**Required work**
The lines to copy are those with "name" in them. Pull each one from the entries below.

Start of Records supplied

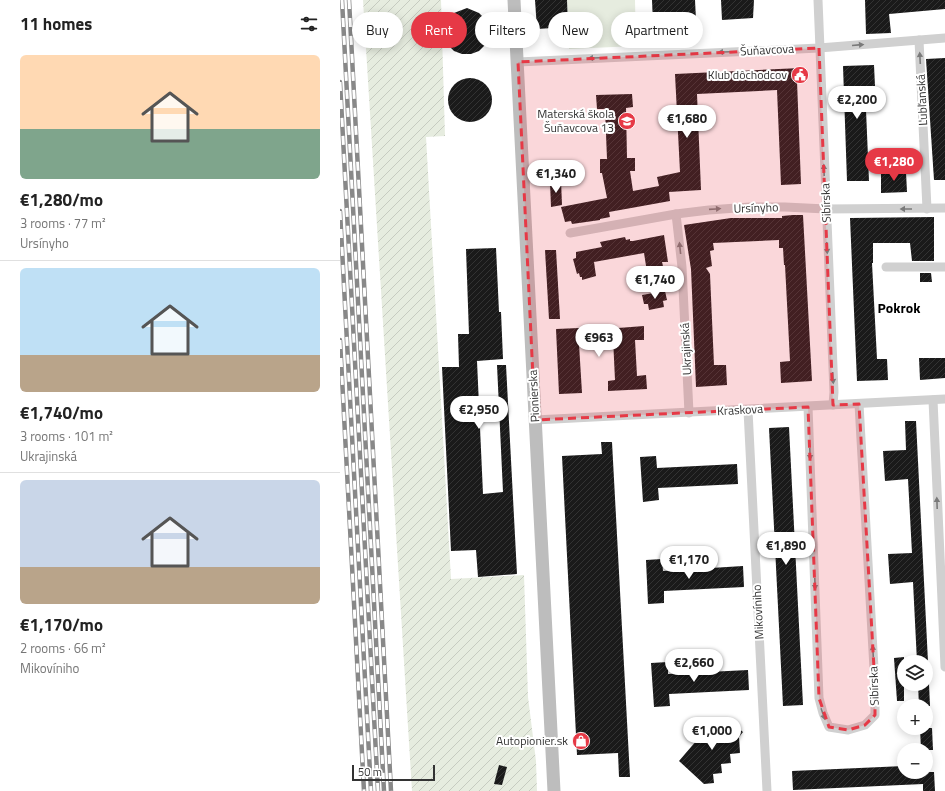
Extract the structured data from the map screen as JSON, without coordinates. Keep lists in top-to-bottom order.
{
  "streets": {
    "street": [
      "Šuňavcova",
      "Ľubľanská",
      "Sibírska",
      "Ursínyho",
      "Ukrajinská",
      "Pionierska",
      "Kraskova",
      "Mikovíniho"
    ]
  },
  "crossings": [
    ["Šuňavcova", "Ľubľanská"],
    ["Šuňavcova", "Sibírska"],
    ["Šuňavcova", "Pionierska"],
    ["Ľubľanská", "Ursínyho"],
    ["Sibírska", "Ursínyho"],
    ["Sibírska", "Kraskova"],
    ["Ursínyho", "Ukrajinská"],
    ["Ukrajinská", "Kraskova"],
    ["Pionierska", "Kraskova"],
    ["Kraskova", "Mikovíniho"]
  ],
  "one_way": ["Ľubľanská", "Ukrajinská"],
  "districts": ["Pokrok"],
  "places": {
    "public building": ["Klub dôchodcov"],
    "school or university": ["Materská škola Šuňavcova 13"],
    "shop": ["Autopionier.sk"]
  },
  "scale_bar": "50 m",
  "page": {
    "heading": "11 homes",
    "chip": [
      "Buy",
      "Rent",
      "Filters",
      "New",
      "Apartment"
    ],
    "list": [
      {
        "name": "€1,280/mo",
        "note": "3 rooms · 77 m² · Ursínyho"
      },
      {
        "name": "€1,740/mo",
        "note": "3 rooms · 101 m² · Ukrajinská"
      },
      {
        "name": "€1,170/mo",
        "note": "2 rooms · 66 m² · Mikovíniho"
      }
    ],
    "price": [
      "€2,200",
      "€1,680",
      "€1,280",
      "€1,340",
      "€1,740",
      "€963",
      "€2,950",
      "€1,890",
      "€1,170",
      "€2,660",
      "€1,000"
    ],
    "map_buttons": ["+", "−"],
    "scale": "50 m"
  }
}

End of Records supplied

**The completed task**
        "name": "€1,280/mo",
        "name": "€1,740/mo",
        "name": "€1,170/mo",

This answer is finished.